Prove that if a prime $p$ divides $a^2 + b^2$ then it must divide both a and b.

Question

I proved this by taking cases for different remainders and using modular arithmetic, when the prime is $3$.However this method won't give a general proof for all primes.I was eager to get a proof for all primes $p$, but i couldn't get one.I have seen in Pythagorean triples that if both $a$ and $b$ are not divisible by $p$, $c=a^2 + b^2$ is also not, but how do i prove it?

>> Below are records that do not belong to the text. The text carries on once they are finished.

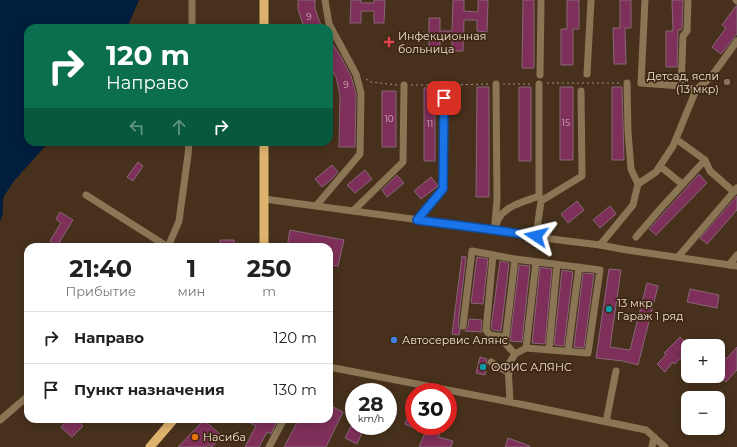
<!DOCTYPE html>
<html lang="ru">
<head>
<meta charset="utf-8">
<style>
  :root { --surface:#fff; --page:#f2f2f2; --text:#222; --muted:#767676; --line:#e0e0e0 }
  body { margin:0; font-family:Montserrat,sans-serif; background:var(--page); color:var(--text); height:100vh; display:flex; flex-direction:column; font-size:15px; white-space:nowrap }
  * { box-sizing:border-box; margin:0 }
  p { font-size:13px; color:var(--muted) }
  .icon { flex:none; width:22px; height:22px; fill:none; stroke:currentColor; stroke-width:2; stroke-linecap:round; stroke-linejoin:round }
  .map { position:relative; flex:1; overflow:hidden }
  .side { position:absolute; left:24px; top:243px; width:309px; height:180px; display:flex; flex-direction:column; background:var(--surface); border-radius:12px; box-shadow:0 2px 10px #0003 }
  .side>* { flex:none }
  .banner { position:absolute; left:24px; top:24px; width:309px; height:122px; border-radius:12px; box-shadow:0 2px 10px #0003; background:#0b6e4f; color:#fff; overflow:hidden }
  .tools { position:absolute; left:681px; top:339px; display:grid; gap:8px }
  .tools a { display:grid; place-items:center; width:44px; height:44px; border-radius:8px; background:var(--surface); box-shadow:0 2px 10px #0003; font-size:20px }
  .speed { position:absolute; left:345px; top:383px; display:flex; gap:8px; font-size:20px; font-weight:700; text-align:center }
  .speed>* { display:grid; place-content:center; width:52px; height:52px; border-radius:50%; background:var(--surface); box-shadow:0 2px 10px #0003; line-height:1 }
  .speed small { font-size:10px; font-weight:400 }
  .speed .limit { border:6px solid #d22; background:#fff; color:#111 }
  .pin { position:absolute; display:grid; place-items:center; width:34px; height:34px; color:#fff; margin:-17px; border-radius:8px; box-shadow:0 2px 6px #0006 }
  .me { position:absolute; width:44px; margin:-22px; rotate:280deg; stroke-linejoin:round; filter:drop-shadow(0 0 3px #0008) }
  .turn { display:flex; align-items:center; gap:14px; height:84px; padding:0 16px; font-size:18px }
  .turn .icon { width:52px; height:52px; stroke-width:2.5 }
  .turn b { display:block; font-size:28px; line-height:34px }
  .lanes { display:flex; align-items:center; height:38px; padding:0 16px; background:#0003; justify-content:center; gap:20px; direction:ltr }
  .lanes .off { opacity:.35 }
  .eta { display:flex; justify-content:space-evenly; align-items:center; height:68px; text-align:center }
  .eta b { font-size:24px; font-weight:700; line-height:28px }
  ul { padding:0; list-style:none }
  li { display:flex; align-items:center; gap:12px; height:52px; padding:0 16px; border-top:1px solid var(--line) }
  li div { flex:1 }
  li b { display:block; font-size:15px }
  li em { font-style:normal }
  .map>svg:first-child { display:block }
</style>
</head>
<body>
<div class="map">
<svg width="737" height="447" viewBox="0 0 737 447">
  <rect width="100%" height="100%" fill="#47311c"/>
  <!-- water -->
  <path fill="#011e3e" d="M0,0h139l-12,28h-99v114h21l-35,39 -10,15 -1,4v13l-3,9z"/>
  <!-- building -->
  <path fill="#7e305a" stroke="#876776" d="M298,0h17v9l7,19h-16l-3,-4 -5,-15z
    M351,0h10v3h13v-3h11l-1,23h-10v-12h-13v12h-11z
    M453,0h11v11l14,1v-12h10l-1,32 -10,-1v-11h-13l-1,31h-11v-13h-12v12l-11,-1v-31h11v13h12z
    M523,0h11v68h-12z
    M567,0h12v29h-6v36h-12v-36h6z
    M620,0h11v28h-6l1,36h-12l-1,-36h7z
    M672,0h11l-1,29 -1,1h-3l-1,37h-11v-36h7z
    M736,6h1v28l-16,20 -9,-7 14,-19 -4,-3z
    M329,38l12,19 10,19 5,18 -1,53h-16l1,-52 -4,-18 -7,-12z
    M477,87h12v110h-13z
    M519,87h12v74h-12z
    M560,87h13v73h-13z
    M612,87h10l2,73h-12z
    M424,88h11v73h-11z
    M382,91h14v56h-14z
    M138,162l5,4 -10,15 -6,-4z
    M332,165l6,7 -6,7 -10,8 -7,-8z
    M365,170l7,9 -17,14 -8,-8z
    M699,174l8,9 -51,52 -7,-6z
    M397,175l7,8 -17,14 -5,-7z
    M431,177l7,9 -17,13 -7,-8z
    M737,196v14l-30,34 -7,-6z
    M577,201l7,9 -16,13 -7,-9z
    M610,206l6,8 -16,14 -7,-8z
    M60,212l13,8 -16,26 -7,-5 11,-18 -5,-4z
    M290,230l54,10 -6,26 -9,-1v-18h-42z
    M220,240h14v7h-14z
    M462,256l4,1 -8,68 1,3 2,2h-1l-1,5 -7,-1z
    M477,257l11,2 -5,45 -12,-1z
    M500,261l9,2 -8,68 -8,-1 -2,-2z
    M519,265l11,1 -8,76 -12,-1z
    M540,267l12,2 -7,75 -13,-1z
    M609,269l12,1 -11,77 20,3 17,-67 11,3 -20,79 -15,-4 -27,-3z
    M562,270l11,2 -9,74 -10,-1z
    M583,273l11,1 -10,74 -10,-1z
    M690,289l29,6 -2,13 -30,-6z
    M469,319l13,1 -1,10 1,2 -17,-1 3,-4z
    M680,337l8,8v5l-13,14 -2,-2 -8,10 -8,-8 9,-9 -2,-2z
    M737,347v23l-11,12 -8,-7v-23l8,7z
    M480,357l7,2 -1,3 1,3 -2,10 -9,-2z
    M414,403v23h23l5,2 -4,9 15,4 -2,6h-32l6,-14 -20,-9z
    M331,406l12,6 -17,35h-42l15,-28h30v-10z
    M388,408l9,5 -4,8 -5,-2z
    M68,419h7l8,7 -11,11 -11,-10z
    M243,419h35l-7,15 -4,-2 -8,15h-14l11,-21z
    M204,420l18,16 -10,11 -4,-2 -2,2h-28z
    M351,426h14l-8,18 -12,-6z
    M508,438l22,8 -1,1h-24z"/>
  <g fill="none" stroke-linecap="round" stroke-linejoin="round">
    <!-- path -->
    <path stroke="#a39181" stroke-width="1" stroke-dasharray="2 3" stroke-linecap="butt" d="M366,79l5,3 26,3
      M547,83h72
      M503,84h28
      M411,85h26
      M451,85l38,-1"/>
    <!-- minor -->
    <path stroke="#8a7555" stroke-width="7" d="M645,0l-4,83 40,3 15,4
      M736,0l1,1
      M192,28v-28
      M587,74l4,-74
      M540,75l1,-75
      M627,83l1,49 3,37 7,15
      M681,86l2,-50 4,-5 1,-31
      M705,160l5,11 24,21 3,-3
      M660,166l22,18
      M86,195l82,52
      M264,199l230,31 49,8 57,7 27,5 110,16
      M316,206l44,-52 1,-61 -5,-19 -27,-50 -4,-24
      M353,211l50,-49 1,-77
      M417,220l26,-31 1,-104
      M495,223l2,-23 -1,-116
      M494,230c2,-4 3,-9 5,-12 8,-13 27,-17 40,-22v-112
      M536,236l5,-35 41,-25 -1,-85
      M636,237l25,-29 44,-48 -29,-21
      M600,245l33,-40 5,-21 18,-12 17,-26 23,-56 15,-13 26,-36
      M168,247l11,-26 9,-66 1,-13
      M493,255l-7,75 4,5 16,2
      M678,257l59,-69
      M515,259l-10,84 10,11
      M729,265l8,-10
      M463,326l9,-75 43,8 85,11 -12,83 -62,-5
      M549,350l8,-85
      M568,351l11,-84
      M491,362l18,11
      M329,367l181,35 136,28 19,17
      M510,402l-2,-37 7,-11 11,-6 10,-86
      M0,420l28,-24
      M606,422l10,-51
      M269,447l15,-28
      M652,447l2,-10"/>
    <!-- major -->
    <path stroke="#deb36d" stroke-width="9" d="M264,28v-28
      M264,247v-105
      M150,447l24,-28"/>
  </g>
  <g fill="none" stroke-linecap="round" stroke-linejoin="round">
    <!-- route casing -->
    <g stroke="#114b97" stroke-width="10">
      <path id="route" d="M444,98l-1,91 -26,31 77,10 42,6"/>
    </g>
    <!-- route -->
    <use href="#route" stroke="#1a73e8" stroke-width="7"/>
  </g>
  <!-- markers -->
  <path fill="#e0444e" stroke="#3d2712" stroke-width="1.5" d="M387 36h4v4h4v4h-4v4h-4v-4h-4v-4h4z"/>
  <circle fill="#8d6e63" stroke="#3d2712" stroke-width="1.5" cx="727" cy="82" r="4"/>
  <g fill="#0f9aa8" stroke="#3d2712" stroke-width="1.5">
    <circle cx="609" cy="309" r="4"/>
    <circle cx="483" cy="367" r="4"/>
  </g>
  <circle fill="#3f7fe0" stroke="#3d2712" stroke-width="1.5" cx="394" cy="340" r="4"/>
  <circle fill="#e8710a" stroke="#3d2712" stroke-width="1.5" cx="195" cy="437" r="4"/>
  <g text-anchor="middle" stroke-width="3.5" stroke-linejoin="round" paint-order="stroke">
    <!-- number labels -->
    <g font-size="9" fill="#d4b5b6">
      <text x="309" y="20">9</text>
      <text x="346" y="88">9</text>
      <text x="389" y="122">10</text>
      <text x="566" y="126">15</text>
      <text x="430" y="127">11</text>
    </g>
    <!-- poi labels -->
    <g font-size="11" fill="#f0e1d5" stroke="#3d2712" text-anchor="start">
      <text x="398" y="40">Инфекционная<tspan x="398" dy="13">больница</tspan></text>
      <text x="719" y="80" text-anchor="end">Детсад, ясли<tspan x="719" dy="13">(13 мкр)</tspan></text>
      <text x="617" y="307">13 мкр<tspan x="617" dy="13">Гараж 1 ряд</tspan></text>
      <text x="402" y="344">Автосервис Алянс</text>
      <text x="491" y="371">ОФИС АЛЯНС</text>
      <text x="203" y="441">Насиба</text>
    </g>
  </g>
</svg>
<div class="tools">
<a>+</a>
<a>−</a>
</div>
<div class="speed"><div>28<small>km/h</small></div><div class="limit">30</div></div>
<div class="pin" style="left:444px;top:98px;background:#d93025"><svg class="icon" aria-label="arrive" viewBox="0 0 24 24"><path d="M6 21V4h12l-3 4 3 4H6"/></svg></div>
<svg class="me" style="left:536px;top:236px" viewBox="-20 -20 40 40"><path d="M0-17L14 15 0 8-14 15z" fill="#1a73e8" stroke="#fff" stroke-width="4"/></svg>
<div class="banner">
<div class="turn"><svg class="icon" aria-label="right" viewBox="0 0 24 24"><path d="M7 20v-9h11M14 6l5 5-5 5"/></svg><div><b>120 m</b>Направо</div></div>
<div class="lanes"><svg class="icon off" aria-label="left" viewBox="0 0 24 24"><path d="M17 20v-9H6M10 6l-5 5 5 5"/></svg><svg class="icon off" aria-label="ahead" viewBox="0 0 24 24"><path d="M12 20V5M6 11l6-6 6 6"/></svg><svg class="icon" aria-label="right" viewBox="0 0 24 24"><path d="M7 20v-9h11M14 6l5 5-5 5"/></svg></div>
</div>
<section class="side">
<div class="eta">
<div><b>21:40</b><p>Прибытие</p></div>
<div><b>1</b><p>мин</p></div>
<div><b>250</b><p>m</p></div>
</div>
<ul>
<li><svg class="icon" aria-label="right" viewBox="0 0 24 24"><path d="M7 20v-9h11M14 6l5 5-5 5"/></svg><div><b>Направо</b></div><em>120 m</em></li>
<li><svg class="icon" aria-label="arrive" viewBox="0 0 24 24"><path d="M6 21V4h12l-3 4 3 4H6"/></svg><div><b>Пункт назначения</b></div><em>130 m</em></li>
</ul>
</section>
</div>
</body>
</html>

Proving by contradiction may help...maybe induction. Also we can try proving for all numbers. of the form $6n+1$ and $6n-1$ so that it becomes evident for all primes.

The question changed and now is about proving that for all primes equivalent to $3 \bmod 4.$

Answer 1

Suppose $$p\equiv 3\mod 4$$ is a prime and $$a^2+b^2\equiv 0\mod p$$ holds.

$b\equiv 0\mod p$ implies $a\equiv 0\mod p$

If $b\ne 0\mod p$, then multiplying with $(b^{-1})^2$ turns the equation into $$u^2+1\equiv 0\mod p$$ so $$u^2\equiv -1\mod p$$

Hence $-1$ is a quadratic residue mod $p$, which is impossible for a prime $p$ with $p\equiv 3\mod 4$.

Answer 2

Well it's only true if the prime you are taking about is $\equiv 3 \mod 4$ or $2$ and proof for that is here...

You can consider proving contrapositive i.e. if $p$ does not divide $a$ and $p$ does not divide $b$ then $p$ is not of the form $4m+3$ for integral $m$. Since $p$ is a prime and does not divide $a,b$ so we may assume that $(p,a)=(p,b)=1$.

Thus there exist $a'$ such that $aa' \equiv 1 (\mod p)$ as given $a^2\equiv -b^2 (\mod p)$ on multiplying both side of congruence by $a'a'$ we see that $1\equiv (aa')^2= -b^2(a')^2 (\mod p)$ so if $y =ba' $ then $y^2 \equiv -1(\mod p)$ which implies $p=2 $ or $p\equiv 1 (\mod 4)$.